5

I am trying to parse a fairly small (< 100MB) xml file with:

(require '[clojure.data.xml :as xml]
         '[clojure.java.io :as io])

(xml/parse (io/reader "data/small-sample.xml"))

and I am getting an error:

OutOfMemoryError Java heap space
    clojure.lang.Numbers.byte_array (Numbers.java:1216)
    clojure.tools.nrepl.bencode/read-bytes (bencode.clj:101)
    clojure.tools.nrepl.bencode/read-netstring* (bencode.clj:153)
    clojure.tools.nrepl.bencode/read-token (bencode.clj:244)
    clojure.tools.nrepl.bencode/read-bencode (bencode.clj:254)
    clojure.tools.nrepl.bencode/token-seq/fn--3178 (bencode.clj:295)
    clojure.core/repeatedly/fn--4705 (core.clj:4642)
    clojure.lang.LazySeq.sval (LazySeq.java:42)
    clojure.lang.LazySeq.seq (LazySeq.java:60)
    clojure.lang.RT.seq (RT.java:484)
    clojure.core/seq (core.clj:133)
    clojure.core/take-while/fn--4236 (core.clj:2564)

Here is my project.clj:

(defproject dats "0.1.0-SNAPSHOT"
  ...
  :dependencies [[org.clojure/clojure "1.5.1"]
                [org.clojure/data.xml "0.0.7"]
                [criterium "0.4.1"]]
  :jvm-opts ["-Xmx1g"])

I tried setting a LEIN_JVM_OPTS and JVM_OPTS in my .bash_profile without success.

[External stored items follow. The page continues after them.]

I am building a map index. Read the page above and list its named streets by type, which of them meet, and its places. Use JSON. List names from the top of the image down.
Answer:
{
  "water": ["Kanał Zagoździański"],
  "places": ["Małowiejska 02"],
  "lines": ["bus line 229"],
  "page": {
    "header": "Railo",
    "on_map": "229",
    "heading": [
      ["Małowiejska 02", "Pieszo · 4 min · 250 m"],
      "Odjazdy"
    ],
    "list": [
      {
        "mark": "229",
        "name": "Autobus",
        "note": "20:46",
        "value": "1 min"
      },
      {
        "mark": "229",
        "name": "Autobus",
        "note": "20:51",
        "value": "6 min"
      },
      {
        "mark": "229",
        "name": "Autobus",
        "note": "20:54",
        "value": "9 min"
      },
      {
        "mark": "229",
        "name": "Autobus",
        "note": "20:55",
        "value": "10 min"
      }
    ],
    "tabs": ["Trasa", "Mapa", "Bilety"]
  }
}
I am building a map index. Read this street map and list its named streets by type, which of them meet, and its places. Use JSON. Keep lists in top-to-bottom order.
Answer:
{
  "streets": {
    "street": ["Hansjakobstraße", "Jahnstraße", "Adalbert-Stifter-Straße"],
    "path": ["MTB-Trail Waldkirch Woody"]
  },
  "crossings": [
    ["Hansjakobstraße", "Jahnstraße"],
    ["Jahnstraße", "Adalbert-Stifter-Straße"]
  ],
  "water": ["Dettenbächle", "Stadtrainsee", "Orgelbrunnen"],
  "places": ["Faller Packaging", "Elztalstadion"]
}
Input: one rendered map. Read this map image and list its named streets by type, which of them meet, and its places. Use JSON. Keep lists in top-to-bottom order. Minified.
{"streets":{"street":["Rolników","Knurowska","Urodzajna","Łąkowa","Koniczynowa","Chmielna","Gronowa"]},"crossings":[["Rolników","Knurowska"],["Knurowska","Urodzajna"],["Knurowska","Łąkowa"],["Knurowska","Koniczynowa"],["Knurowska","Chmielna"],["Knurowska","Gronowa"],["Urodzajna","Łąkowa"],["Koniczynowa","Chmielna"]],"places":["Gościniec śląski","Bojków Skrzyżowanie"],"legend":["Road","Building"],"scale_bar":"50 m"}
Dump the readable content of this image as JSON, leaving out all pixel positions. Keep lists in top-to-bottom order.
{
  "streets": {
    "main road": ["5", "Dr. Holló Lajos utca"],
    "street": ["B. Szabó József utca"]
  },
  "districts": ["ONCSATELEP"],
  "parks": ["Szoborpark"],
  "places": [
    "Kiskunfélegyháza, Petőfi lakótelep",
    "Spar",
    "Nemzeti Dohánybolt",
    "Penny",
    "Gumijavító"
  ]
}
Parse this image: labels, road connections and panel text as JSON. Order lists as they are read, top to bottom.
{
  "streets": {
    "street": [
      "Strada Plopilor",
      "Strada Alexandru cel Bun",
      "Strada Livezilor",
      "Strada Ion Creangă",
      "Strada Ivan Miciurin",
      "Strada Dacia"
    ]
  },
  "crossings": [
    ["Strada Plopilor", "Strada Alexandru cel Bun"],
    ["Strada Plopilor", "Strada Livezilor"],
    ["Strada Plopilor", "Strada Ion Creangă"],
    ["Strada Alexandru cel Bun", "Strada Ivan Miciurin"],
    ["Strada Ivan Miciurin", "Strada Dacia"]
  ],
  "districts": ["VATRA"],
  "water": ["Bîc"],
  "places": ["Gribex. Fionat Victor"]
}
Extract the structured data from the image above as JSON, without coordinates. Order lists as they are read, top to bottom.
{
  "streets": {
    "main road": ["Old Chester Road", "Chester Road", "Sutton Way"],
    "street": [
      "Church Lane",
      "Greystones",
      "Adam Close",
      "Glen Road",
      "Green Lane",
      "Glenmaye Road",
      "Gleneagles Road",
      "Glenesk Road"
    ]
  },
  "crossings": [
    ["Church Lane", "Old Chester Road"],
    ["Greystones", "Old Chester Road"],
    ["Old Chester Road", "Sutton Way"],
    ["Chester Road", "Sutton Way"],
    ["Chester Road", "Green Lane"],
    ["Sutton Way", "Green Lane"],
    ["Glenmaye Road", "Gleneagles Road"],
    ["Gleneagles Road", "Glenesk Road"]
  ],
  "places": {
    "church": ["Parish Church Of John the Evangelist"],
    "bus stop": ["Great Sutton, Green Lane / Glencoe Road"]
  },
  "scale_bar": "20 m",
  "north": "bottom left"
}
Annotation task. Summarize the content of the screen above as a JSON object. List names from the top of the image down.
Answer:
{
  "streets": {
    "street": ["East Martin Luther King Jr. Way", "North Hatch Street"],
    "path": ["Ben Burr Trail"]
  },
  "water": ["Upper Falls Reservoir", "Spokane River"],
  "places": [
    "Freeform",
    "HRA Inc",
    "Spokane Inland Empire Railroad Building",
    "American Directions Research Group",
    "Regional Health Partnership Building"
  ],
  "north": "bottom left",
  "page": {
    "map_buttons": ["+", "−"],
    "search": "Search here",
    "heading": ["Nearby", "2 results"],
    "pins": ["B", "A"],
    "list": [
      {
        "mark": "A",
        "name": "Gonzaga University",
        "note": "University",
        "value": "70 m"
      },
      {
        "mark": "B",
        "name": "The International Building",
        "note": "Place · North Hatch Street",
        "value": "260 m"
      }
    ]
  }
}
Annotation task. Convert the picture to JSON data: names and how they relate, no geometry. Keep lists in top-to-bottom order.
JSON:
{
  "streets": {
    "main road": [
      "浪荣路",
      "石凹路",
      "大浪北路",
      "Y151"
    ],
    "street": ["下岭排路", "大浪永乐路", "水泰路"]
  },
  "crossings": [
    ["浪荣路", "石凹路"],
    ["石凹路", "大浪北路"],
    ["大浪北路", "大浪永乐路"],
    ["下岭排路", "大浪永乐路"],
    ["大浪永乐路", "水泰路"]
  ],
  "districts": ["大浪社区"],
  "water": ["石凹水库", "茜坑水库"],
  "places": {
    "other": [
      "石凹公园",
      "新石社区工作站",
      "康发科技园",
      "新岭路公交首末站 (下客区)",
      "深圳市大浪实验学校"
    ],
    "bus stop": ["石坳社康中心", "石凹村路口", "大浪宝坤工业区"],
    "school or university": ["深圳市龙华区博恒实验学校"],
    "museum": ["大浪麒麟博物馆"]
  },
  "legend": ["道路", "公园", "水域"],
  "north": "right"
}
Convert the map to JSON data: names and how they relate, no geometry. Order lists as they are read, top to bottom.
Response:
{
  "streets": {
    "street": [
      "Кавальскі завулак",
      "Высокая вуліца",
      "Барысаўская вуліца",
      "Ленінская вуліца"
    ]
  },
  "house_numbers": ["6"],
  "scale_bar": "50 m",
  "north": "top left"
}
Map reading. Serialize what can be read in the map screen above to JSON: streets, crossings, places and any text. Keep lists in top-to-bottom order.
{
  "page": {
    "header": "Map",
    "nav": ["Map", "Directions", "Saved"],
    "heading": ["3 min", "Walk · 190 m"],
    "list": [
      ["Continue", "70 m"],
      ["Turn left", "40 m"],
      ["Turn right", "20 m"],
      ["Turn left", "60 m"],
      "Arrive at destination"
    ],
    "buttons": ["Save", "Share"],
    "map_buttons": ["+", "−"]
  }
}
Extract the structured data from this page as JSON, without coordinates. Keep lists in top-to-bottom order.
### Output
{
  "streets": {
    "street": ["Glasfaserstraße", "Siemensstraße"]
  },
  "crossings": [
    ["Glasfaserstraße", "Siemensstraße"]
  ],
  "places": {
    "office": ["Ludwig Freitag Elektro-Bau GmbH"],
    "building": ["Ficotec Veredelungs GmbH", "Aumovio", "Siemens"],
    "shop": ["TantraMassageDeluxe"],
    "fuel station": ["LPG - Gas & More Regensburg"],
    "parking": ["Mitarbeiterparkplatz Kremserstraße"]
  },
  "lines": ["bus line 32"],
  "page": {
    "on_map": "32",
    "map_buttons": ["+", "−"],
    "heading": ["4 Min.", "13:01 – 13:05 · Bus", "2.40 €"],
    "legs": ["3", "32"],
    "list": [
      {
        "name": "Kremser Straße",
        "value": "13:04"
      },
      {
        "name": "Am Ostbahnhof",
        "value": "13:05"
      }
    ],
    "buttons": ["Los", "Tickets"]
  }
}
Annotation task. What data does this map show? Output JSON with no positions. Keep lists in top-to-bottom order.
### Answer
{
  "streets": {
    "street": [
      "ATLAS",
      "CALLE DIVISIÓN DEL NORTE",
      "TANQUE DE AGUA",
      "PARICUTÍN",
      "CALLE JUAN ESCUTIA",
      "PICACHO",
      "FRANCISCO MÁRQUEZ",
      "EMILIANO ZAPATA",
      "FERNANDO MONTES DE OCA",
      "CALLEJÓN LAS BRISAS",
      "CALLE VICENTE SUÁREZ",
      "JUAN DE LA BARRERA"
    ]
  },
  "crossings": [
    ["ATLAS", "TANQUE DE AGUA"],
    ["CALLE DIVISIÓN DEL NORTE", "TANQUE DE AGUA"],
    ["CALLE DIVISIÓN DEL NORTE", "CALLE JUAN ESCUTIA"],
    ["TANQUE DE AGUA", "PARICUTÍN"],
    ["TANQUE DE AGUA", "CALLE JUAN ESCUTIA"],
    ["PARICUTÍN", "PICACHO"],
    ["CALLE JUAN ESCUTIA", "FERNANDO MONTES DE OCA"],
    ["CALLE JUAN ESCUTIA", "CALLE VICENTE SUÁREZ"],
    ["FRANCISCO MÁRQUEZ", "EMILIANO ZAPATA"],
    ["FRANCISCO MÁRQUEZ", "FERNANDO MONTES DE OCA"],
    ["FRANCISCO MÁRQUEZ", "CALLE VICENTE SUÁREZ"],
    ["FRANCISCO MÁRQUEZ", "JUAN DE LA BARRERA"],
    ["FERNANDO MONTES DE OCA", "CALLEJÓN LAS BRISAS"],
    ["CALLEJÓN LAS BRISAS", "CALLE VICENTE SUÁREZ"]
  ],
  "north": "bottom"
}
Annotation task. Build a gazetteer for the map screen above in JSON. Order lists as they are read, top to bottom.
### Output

When I tried the following project.clj:

(defproject barber "0.1.0-SNAPSHOT"
  ...
  :dependencies [[org.clojure/clojure "1.5.1"]
                [org.clojure/data.xml "0.0.7"]
                [criterium "0.4.1"]]
  :jvm-opts ["-Xms128m"])

I get the following error:

Error occurred during initialization of VM
Incompatible minimum and maximum heap sizes specified
Exception in thread "Thread-5" clojure.lang.ExceptionInfo: Subprocess failed {:exit-code 1}

Any idea how I could increase the heap size for my leiningen repl?

Thanks.

Nicolas M.
  • 789
  • 1
  • 13
  • 23
  • Are Storing some data (XML parsing result) in an array? If yes, how much it is big? – Chiron Aug 07 '13 at 07:55
  • Are you invoking the second line from the REPL? – Leon Grapenthin Aug 07 '13 at 11:37
  • Chiron: Not storing the XML in any data structure yet. Just calling the parse method like in my post. Igrapenthin: Yes, I am invoking the parsing line from the REPL. The file is 50MB, unzipped. – Nicolas M. Aug 07 '13 at 15:28
  • 1
    As I note in my answer, all things returned at the top level of the repl are stored (and fully evaluated even if they would otherwise be lazy), stored first as *1, then as *2, etc. – noisesmith Aug 08 '13 at 16:31

2 Answers2

4

Any form evaluated at the top level of the repl is realized in full, as a result of the print step of the Read-Eval-Print-Loop. It is also stored in the heap, so that you can later access it via *1.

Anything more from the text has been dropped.